Probably for the first time since I was ten - deaths, illnesses notwithstanding - I sobbed publicly, visibly and nearly (very nearly) uncontrollably. A man not given to that kind of self-expression, surrounded by level-headed young children happily patting at playdough or charging around in their own little worlds with plastic dinosaurs in hand, and by adults that didn't know where to look.

We asked to go outside for a walk, and returned to the classroom ten minutes later, where it was all I could do to sit boy on lap beneath the coat pegs in the corner, as the pleas restarted. Pressed emotionally and physically into a corner, one of the other parents kindly took some sympathy and relayed a request for some train track to coax some sense of comfort and familiarity. Despite a couple of these half-effective distractions, the indoor parts of the afternoon nonetheless continued in similar recoiling vein.

The one thing that leaves me glad we stayed is that Sam loved playing in the outdoor classroom, forgetting his anxiety instantly and role-playing delightedly in the hidey house / pretend cafe with other nursery and reception kids and charging around on the various bits and pieces.

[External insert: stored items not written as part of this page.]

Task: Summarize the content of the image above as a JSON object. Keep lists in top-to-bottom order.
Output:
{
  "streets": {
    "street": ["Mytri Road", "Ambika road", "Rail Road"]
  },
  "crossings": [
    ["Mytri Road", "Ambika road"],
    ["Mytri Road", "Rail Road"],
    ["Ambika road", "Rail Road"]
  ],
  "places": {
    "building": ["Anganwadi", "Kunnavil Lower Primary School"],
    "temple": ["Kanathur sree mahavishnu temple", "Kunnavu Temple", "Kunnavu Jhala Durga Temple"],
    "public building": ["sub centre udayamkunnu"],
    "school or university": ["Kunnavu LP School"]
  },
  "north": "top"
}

We chatted on the way home, and he told me that he liked the teacher and the children and the playground and the sing-song but not the banging [of drums and tambourines during the sing-song] or "all the grown ups... they were scary."

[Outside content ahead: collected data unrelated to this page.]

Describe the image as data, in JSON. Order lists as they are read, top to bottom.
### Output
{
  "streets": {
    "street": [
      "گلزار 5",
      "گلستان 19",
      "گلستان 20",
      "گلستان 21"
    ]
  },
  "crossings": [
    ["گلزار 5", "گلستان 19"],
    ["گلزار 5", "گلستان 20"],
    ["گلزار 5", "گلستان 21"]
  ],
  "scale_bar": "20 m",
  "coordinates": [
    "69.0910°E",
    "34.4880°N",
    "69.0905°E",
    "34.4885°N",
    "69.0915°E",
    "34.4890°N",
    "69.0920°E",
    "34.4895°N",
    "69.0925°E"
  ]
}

Really, there was enough to suggest that he'll be fine once he finds his feet, and the reception children especially were all thrilling to play with. But, as I write this post and say to myself. "he'll be three tomorrow," it's all I can do to choke the tears once again.

1 comment:

Shane said...

Sheesh, man. The things we do for love.

You're right to focus on the stuff that says it'll be alright. It will. But you'll be tested a lot, along the way. Gentle reminders of the cool stuff will be called for - 'I wonder if there'll be any new train tracks...', 'I wonder where they get their toys from...', 'I wonder what games people will be playing'. You know the score - you've been playing it for 3 years.

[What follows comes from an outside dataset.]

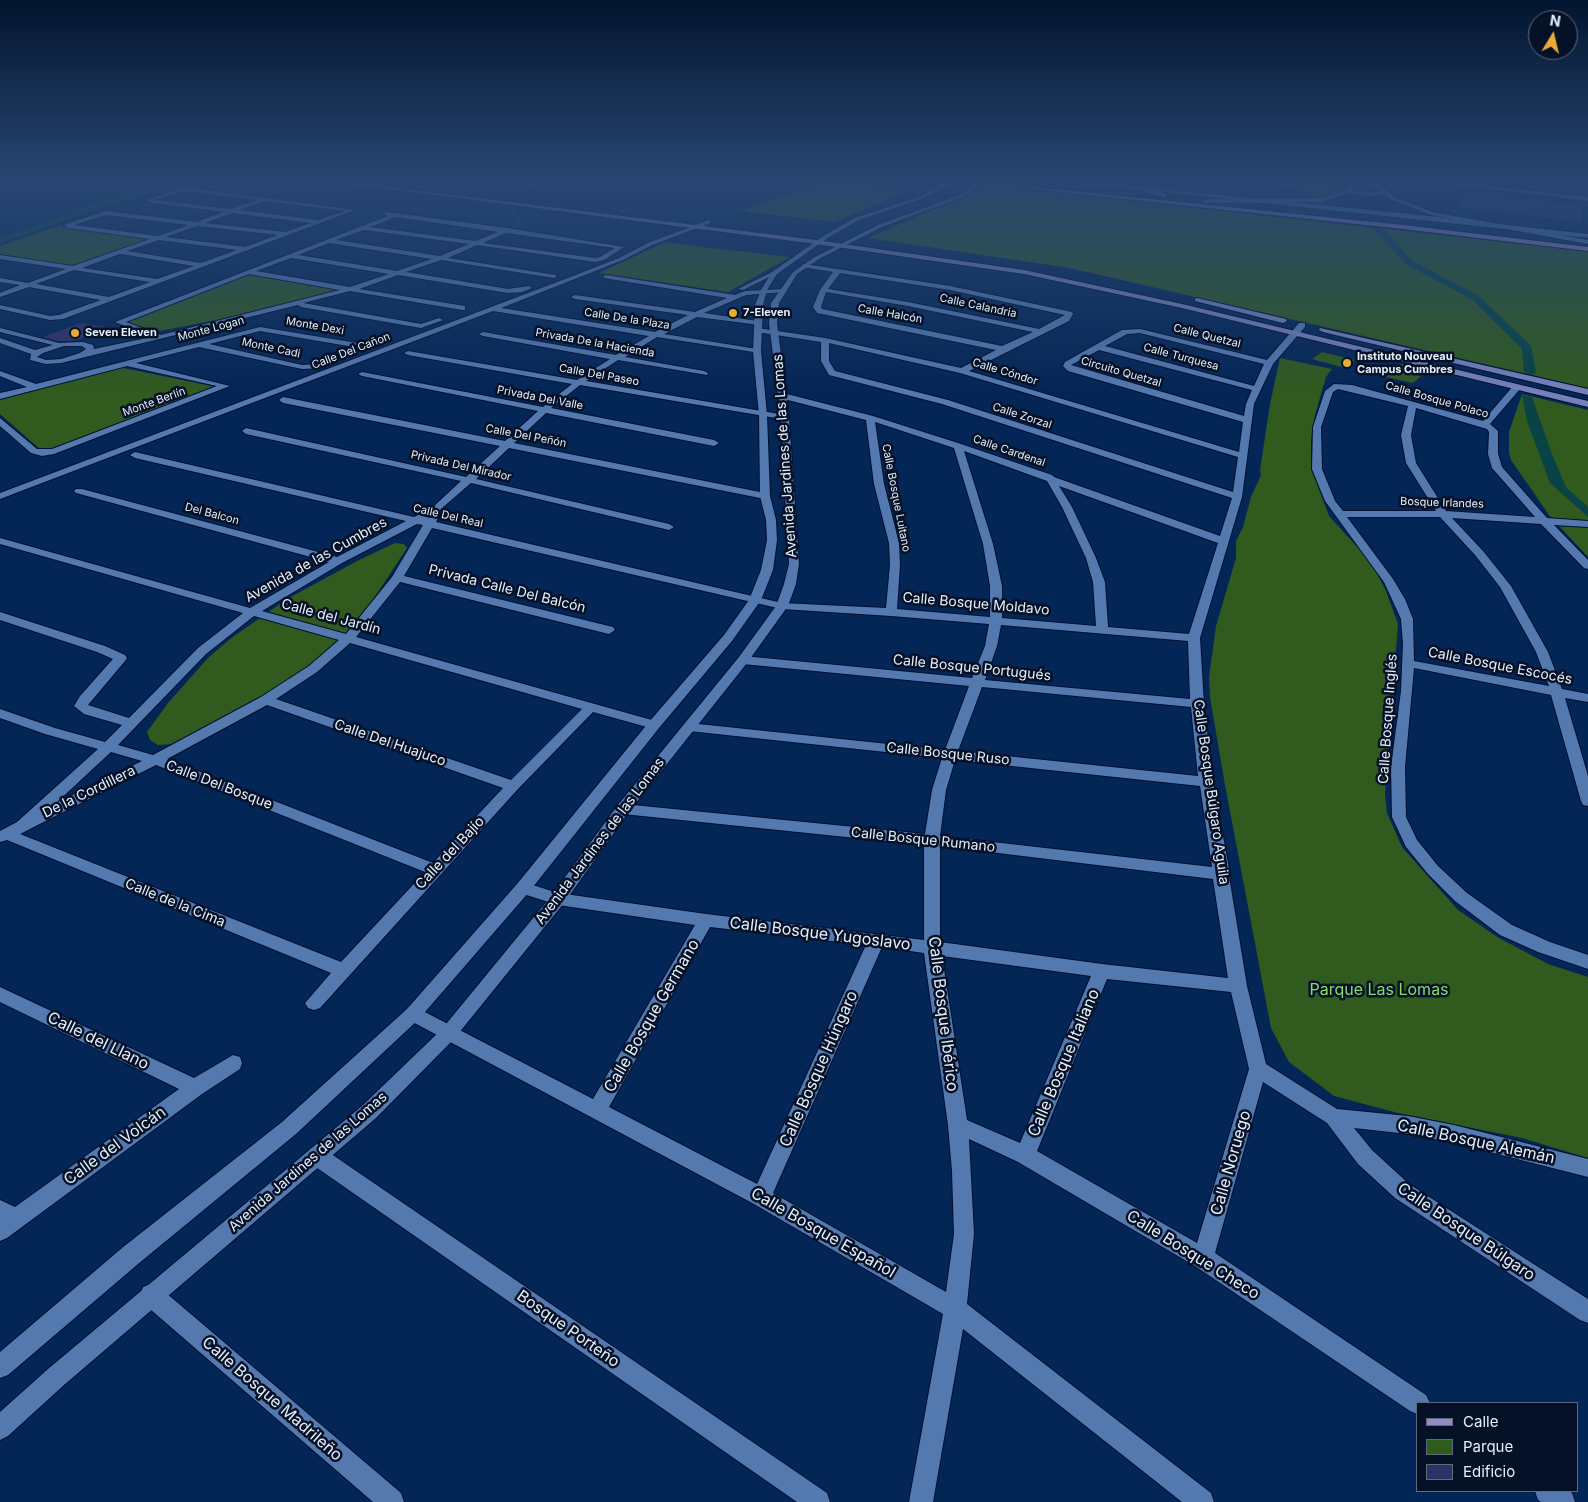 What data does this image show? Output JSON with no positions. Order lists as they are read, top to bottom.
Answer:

Also worth remembering: there's nothing at all wrong with finding the whole nursery/school set-up to be utterly dumbfounding, confusing, alien, unpleasant. And when you've been so rapt in caring for the bean for so long, then his rapid-fire heartbeat is a justifiable signal for you to melt - as awkward as that may or may not later feel. There are massive ways in which you'll both/all benefit from boyo's routine-to-be. Got to be willing to grim it out for a while, though - that said, I'd say there's a good chance that junior will surprise you. The sooner that he feels a mastery of his own new environment, the better - be led by him, and don't feel backwards in encroaching a bit into the nursery school staff's space/time, if that feels necessary. Equally, it wouldn't make you a bad parent for daring to make a sharp exit (leaving boyo to settle) early in the process - when you ultimately find him getting on with getting on, your heart will hop, step and leap like never before.

I may have overstated that last bit, a bit, but you get the gist. You do.